Throughout the entries below, report every line where "position" is found.

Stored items
____________
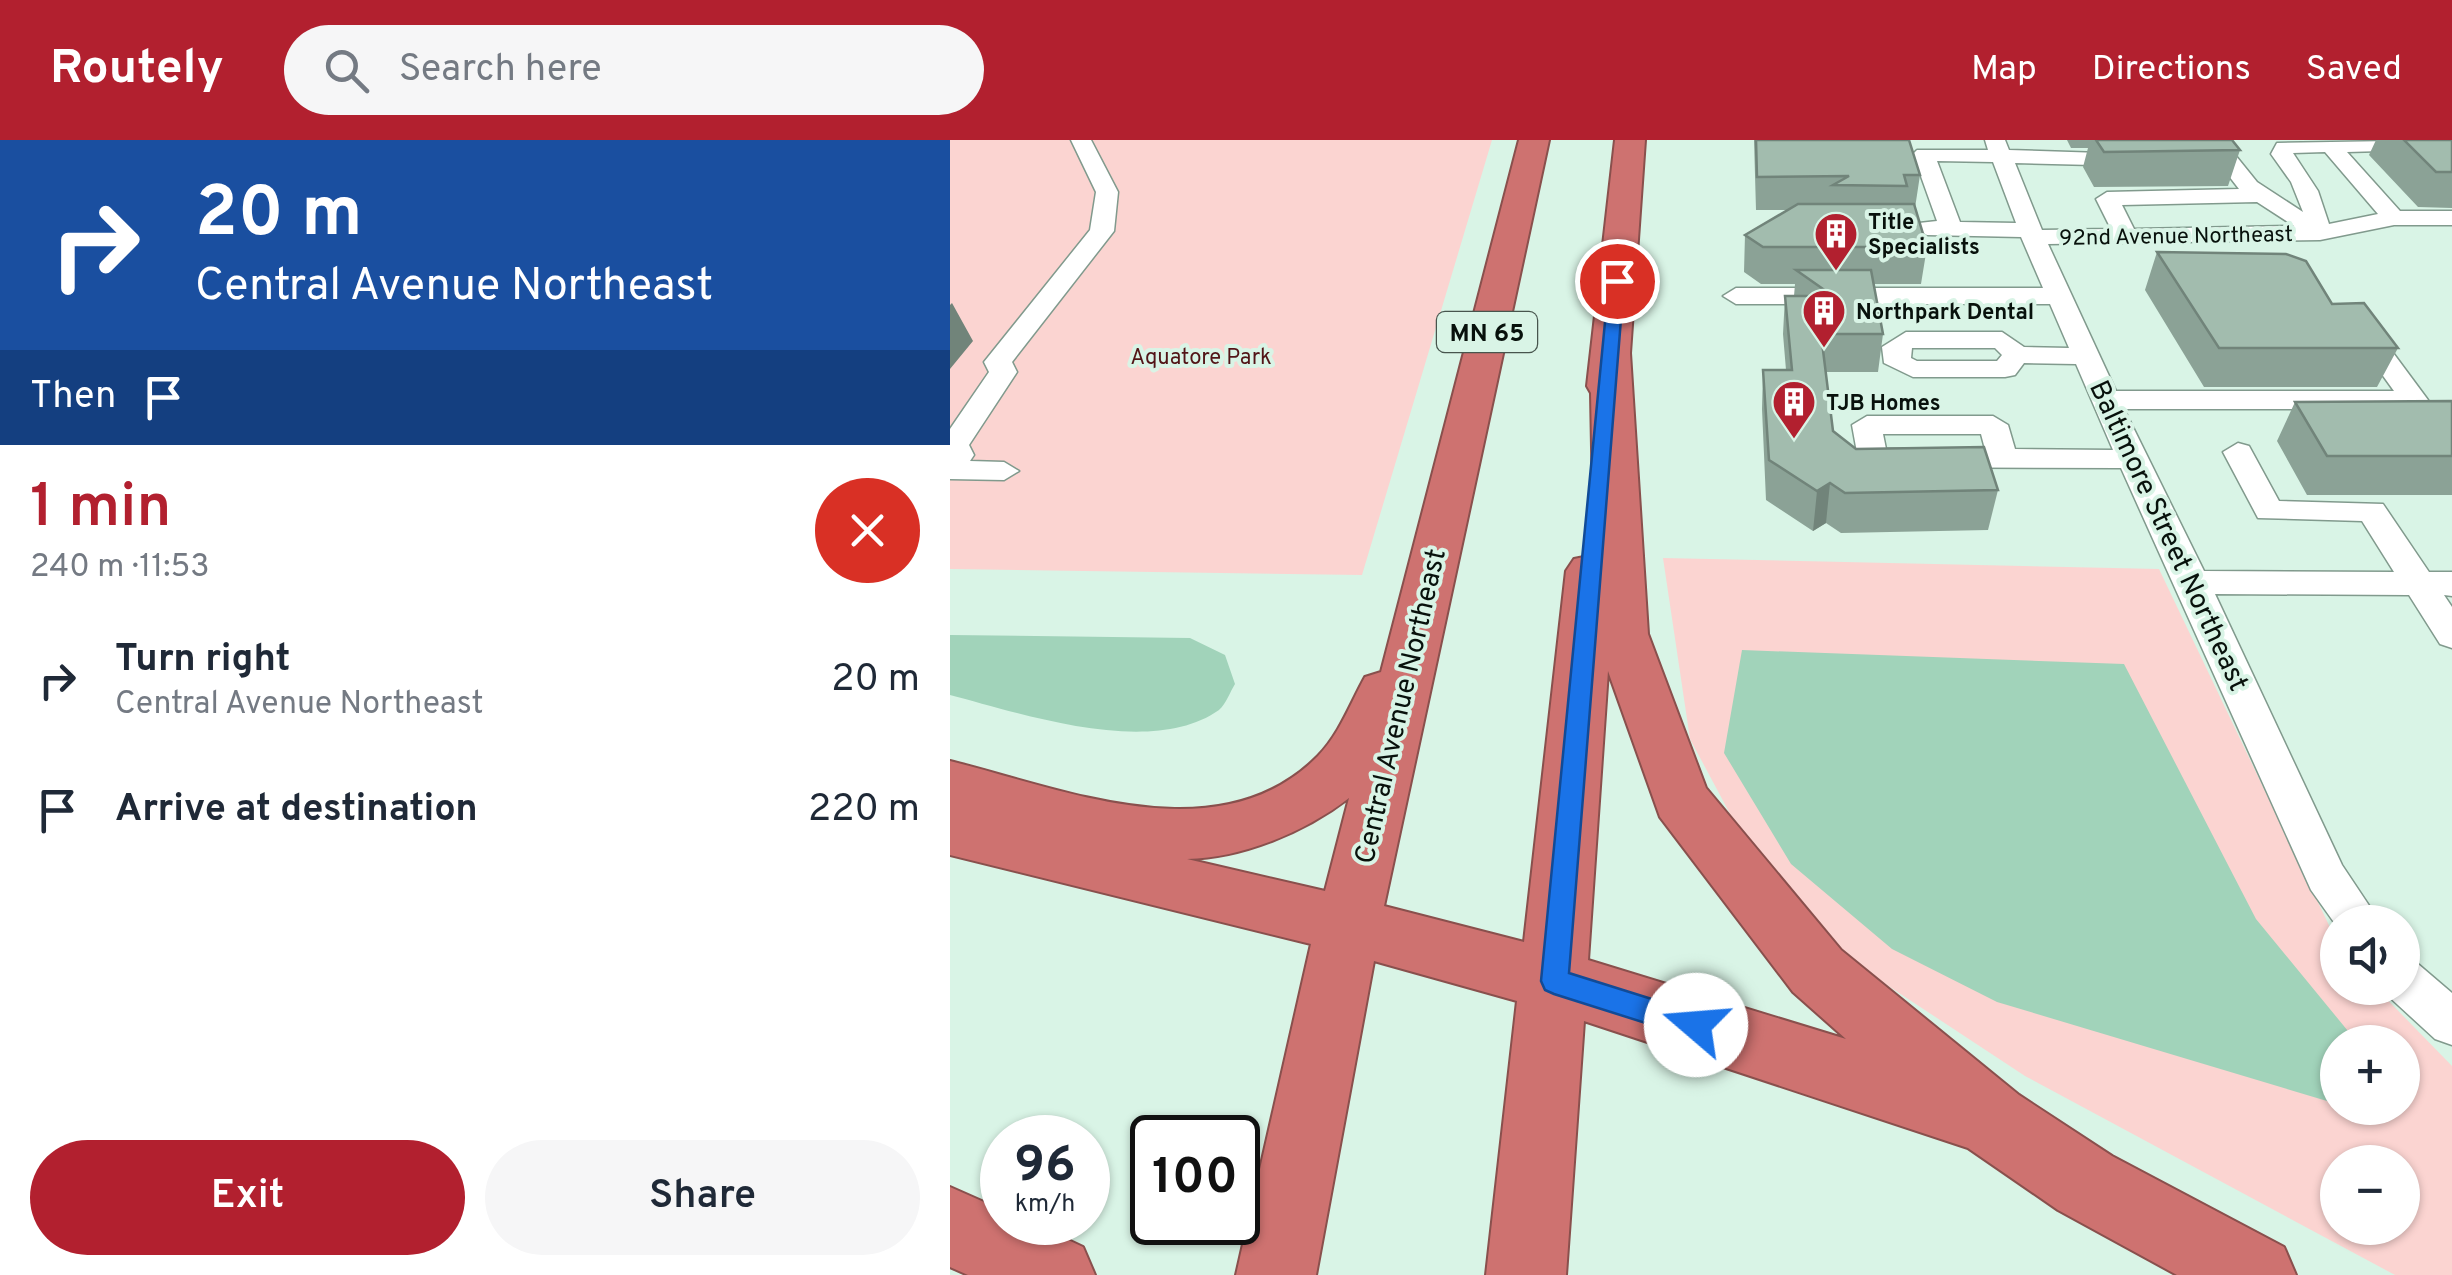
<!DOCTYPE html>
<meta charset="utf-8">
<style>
body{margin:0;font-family:Overpass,sans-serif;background:#f6f6f7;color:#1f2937;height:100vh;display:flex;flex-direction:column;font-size:38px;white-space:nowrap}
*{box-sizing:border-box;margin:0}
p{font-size:32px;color:#747a83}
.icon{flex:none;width:55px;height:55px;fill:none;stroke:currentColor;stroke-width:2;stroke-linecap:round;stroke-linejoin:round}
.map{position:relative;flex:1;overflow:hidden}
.sheet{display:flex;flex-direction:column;background:#fff;width:950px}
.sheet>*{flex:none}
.guide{background:#1a4fa0;color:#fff;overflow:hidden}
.tools{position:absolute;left:1370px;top:765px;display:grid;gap:20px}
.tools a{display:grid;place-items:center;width:100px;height:100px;border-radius:50%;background:#fff;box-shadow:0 2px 8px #0004;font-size:50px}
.speed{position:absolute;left:30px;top:975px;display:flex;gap:20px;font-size:50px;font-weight:700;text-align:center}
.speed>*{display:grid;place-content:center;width:130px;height:130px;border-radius:50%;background:#fff;box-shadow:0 2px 8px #0004;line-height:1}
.speed small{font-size:25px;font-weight:400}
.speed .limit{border:5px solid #111;border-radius:15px;background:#fff;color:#111}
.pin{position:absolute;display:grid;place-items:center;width:85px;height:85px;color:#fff;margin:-42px;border:5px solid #fff;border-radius:50%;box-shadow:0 2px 10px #0007}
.me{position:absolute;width:110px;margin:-55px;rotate:288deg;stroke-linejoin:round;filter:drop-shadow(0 0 8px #0008)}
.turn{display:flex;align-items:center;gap:35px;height:210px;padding:0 30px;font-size:45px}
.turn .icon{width:130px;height:130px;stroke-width:2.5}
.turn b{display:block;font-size:70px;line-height:85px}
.then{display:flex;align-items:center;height:95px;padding:0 30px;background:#0003;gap:20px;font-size:38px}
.round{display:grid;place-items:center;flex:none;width:105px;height:105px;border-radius:52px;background:#f6f6f7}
.headline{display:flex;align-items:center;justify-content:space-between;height:170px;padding:0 30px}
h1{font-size:60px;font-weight:600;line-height:75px;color:#b2202f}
.action{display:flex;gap:20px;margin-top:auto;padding:20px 30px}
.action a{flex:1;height:115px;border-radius:60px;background:#b2202f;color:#fff;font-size:40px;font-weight:600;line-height:115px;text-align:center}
.action a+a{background:#f6f6f7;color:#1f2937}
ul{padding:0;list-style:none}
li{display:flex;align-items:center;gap:30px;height:130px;padding:0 30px}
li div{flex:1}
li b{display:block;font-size:38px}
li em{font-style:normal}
header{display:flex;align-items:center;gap:60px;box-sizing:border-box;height:140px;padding:0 50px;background:#b2202f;color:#fff}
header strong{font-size:48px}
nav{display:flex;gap:55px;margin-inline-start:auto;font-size:35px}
.search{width:700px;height:90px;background:#f6f6f7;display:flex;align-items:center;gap:25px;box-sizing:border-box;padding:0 35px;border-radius:55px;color:#747a83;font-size:38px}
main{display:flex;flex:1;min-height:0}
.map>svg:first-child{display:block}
.green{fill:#fbd4d1;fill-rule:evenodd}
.water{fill:#a1d3ba}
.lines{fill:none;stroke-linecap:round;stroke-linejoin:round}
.minor-casing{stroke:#819a8d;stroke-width:3}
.highway-casing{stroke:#89504d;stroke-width:4}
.minor{fill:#fff;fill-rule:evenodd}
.highway{fill:#ce7270;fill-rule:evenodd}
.wall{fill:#8ba296}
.shaded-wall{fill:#71847a}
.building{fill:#a2bcae;stroke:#71847a;stroke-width:2.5}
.route{fill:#1a73e8;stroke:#114b97;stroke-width:2.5}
.labels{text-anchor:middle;stroke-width:8;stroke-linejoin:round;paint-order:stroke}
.far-poi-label{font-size:22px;font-weight:bold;fill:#08110c;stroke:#d9f4e6;text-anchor:start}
.far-street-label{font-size:22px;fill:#08110c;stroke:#d9f4e6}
.far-park-label{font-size:22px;fill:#521417;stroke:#d9f4e6}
.shield{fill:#d9f4e6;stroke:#47554d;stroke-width:2.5}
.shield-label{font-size:25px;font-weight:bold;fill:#08110c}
.street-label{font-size:28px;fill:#08110c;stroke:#d9f4e6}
</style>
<header>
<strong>Routely</strong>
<div class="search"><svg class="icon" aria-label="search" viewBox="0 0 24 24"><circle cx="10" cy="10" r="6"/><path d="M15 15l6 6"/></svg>Search here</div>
<nav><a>Map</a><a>Directions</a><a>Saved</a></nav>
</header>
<main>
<section class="sheet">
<div class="guide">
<div class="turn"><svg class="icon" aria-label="right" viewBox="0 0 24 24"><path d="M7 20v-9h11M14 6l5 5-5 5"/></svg><div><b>20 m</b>Central Avenue Northeast</div></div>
<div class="then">Then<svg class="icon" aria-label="arrive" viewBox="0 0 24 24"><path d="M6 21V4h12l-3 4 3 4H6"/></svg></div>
</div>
<div class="headline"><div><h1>1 min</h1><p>240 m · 11:53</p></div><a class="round" style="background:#d93025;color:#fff"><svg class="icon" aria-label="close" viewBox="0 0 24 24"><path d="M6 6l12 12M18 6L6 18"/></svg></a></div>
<ul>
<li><svg class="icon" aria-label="right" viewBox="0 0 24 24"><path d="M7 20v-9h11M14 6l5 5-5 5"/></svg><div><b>Turn right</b><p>Central Avenue Northeast</p></div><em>20 m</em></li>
<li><svg class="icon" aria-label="arrive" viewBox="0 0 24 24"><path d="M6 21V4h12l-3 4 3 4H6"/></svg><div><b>Arrive at destination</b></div><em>220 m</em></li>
</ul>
<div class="action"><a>Exit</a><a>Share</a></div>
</section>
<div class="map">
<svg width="1502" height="1135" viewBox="0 0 1502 1135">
<rect width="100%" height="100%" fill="#d9f4e6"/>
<!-- green -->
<path class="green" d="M0 0H542L412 435 0 429Z
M713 418 1209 429 1387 802 1388 848H1426L1502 926V1135H1445L1075 936 902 822 793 698 740 599ZM1388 902H1452V968H1388ZM1388 1022H1452V1088H1388Z"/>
<!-- water -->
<path class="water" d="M0 495 240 498 275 515 285 544C280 552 276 564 269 570 201 618 73 574 0 555Z
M792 510 1174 524 1306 779 1407 902H1388L1387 964 1047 862 942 809 841 724 774 613Z"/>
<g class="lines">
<defs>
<path id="minor" d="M121 0H141L168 52 164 91 62 222 67 232 19 305 24 315 20 321 54 322 69 331 54 340 0 339V289L39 232 34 222 140 90 146 52Z
M1035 0H1055L1059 10 1183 14 1194 20 1183 26 1065 23 1092 90 1161 89 1146 59 1157 52 1289 49 1272 27 1230 26 1227 21 1238 15 1286 16 1307 42 1353 72 1341 42 1321 14 1327 3 1502 0V9L1397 12 1450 71H1502V85H1444L1370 100 1098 104 1166 251H1444L1413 208 1426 200 1435 202 1478 260 1464 269H1174L1254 431 1444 432 1412 381 1308 378 1273 312 1288 303 1299 306 1329 361 1433 364 1479 432H1502V456L1494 455 1502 467V508L1490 504 1459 455 1265 454 1392 725 1430 782H1388V788L1361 750 1171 328 923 327 908 318 902 285 917 276H1043L1058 285 1065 309 1163 310 1126 224 1074 223 1065 235 1055 237H963L934 223 932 207 956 192H1052L1074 207 1119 208 1100 164H786L773 156 786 148H1093L1071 97 977 95 965 88 969 83 987 81 963 14 967 10H1038ZM1375 12 1428 74 1379 84 1368 51 1343 13ZM987 21 1043 22 1066 83 1010 82ZM1307 62 1344 86 1184 89 1172 65ZM962 208H1045L1052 215 1047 221H967L961 218ZM933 294H1031L1035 309H936Z
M1452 818 1468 824 1502 853V905L1485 899 1436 854 1433 848H1452Z"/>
<path id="highway" d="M569 0H599L434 766 574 802 616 431 624 419 644 415 641 253 637 246 665 0H695L680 213 698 494 756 648 891 810 1069 955 1162 1016 1334 1107 1346 1135H1227L1108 1070 1018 1008 634 881 616 1135H536L567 861 424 821 366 1135H286L361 804 0 715V621C114 649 269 716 368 616 390 593 400 564 415 537L431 532ZM658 531 710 677 843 852 896 899 638 820ZM399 658 375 751 237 719C292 718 355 692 399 658Z
M0 1047 52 1070V1082H80L133 1107 145 1135H18L0 1127Z"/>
</defs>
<!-- minor casing -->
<use href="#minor" class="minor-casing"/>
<!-- highway casing -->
<use href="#highway" class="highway-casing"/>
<!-- minor -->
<use href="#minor" class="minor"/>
<!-- highway -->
<use href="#highway" class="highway"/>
</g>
<!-- wall -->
<path class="wall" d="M804 0H959L970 35 965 68 977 107 971 144H923L933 194 928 232H876L883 291 906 309 1048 350 1038 390 891 393 876 383 863 391 816 360 812 269 813 230H836L833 194 835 156H844L845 144H811L794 132 795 95 837 70H806Z
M1117 0H1282L1290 10 1278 46 1144 47 1133 27 1138 8H1121Z
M1426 0H1502V68L1468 67 1419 15Z
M1207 112 1382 164 1448 208 1427 247H1254L1195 150Z
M1502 261V355H1357L1327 301 1345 262Z"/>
<!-- shaded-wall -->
<path class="shaded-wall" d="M2 163 23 201 0 229V165Z
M880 343 876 383 863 391 867 351Z"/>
<!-- building -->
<path class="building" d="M806 0H959L970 35H954L957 46 883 45 899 36 807 37Z
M1146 0H1282L1290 10 1154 12Z
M1454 0H1502V32H1486Z
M848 64H964L977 107H813L795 95Z
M1207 112 1336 114 1356 121 1382 164 1414 163 1448 208H1269Z
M846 130H921L933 194H871L883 291 906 309 1034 307 1048 350 895 353 880 343 867 351 819 320 813 230H842L835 156H883Z
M1502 261V316H1377L1345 262Z"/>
<!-- route -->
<path class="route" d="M667 136 674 141 619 833 756 876 760 885 756 895 746 899 604 854 595 850 591 841 659 141Z"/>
<!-- icons -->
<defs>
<symbol id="building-pin" viewBox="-11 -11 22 30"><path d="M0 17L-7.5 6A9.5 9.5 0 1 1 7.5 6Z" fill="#b2202f" stroke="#d9f4e6"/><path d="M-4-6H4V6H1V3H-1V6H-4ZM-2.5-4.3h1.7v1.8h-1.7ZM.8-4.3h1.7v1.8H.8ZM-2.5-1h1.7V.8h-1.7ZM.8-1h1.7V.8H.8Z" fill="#fff"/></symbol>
</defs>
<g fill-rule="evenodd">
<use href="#building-pin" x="861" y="69" width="50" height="68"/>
<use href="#building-pin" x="849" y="146" width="50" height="68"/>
<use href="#building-pin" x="819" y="237" width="50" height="68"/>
</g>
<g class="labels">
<!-- far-poi labels -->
<g class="far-poi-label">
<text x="918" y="89">Title<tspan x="918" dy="25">Specialists</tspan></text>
<text x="906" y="179">Northpark Dental</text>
<text x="876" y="270">TJB Homes</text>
</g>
<!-- far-street labels -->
<g class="far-street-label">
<text transform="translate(1226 95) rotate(-1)" y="8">92nd Avenue Northeast</text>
</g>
<!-- far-park labels -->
<g class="far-park-label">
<text x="251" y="224">Aquatore Park</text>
</g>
<!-- shield labels -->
<rect class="shield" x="487" y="172" width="100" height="40" rx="8"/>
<g class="shield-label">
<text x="537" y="201">MN 65</text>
</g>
<!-- street labels -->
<g class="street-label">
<text transform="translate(1220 395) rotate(65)" y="10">Baltimore Street Northeast</text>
<text transform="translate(449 566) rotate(-77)" y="10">Central Avenue Northeast</text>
</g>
</g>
</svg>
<div class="tools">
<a><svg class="icon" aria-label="sound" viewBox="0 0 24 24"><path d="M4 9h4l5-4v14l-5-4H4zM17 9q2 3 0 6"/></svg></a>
<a>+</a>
<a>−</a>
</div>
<div class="speed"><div>96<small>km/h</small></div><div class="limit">100</div></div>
<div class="pin" style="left:667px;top:141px;background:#d93025"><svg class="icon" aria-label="arrive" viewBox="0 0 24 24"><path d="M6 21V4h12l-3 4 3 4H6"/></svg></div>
<svg class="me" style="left:746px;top:885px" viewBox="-20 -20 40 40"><circle r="19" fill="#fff"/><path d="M0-13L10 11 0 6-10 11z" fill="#1a73e8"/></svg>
</div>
</main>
____________
__WRITTEN SOLUTION__.
.map{position:relative;flex:1;overflow:hidden}
.tools{position:absolute;left:1370px;top:765px;display:grid;gap:20px}
.speed{position:absolute;left:30px;top:975px;display:flex;gap:20px;font-size:50px;font-weight:700;text-align:center}
.pin{position:absolute;display:grid;place-items:center;width:85px;height:85px;color:#fff;margin:-42px;border:5px solid #fff;border-radius:50%;box-shadow:0 2px 10px #0007}
.me{position:absolute;width:110px;margin:-55px;rotate:288deg;stroke-linejoin:round;filter:drop-shadow(0 0 8px #0008)}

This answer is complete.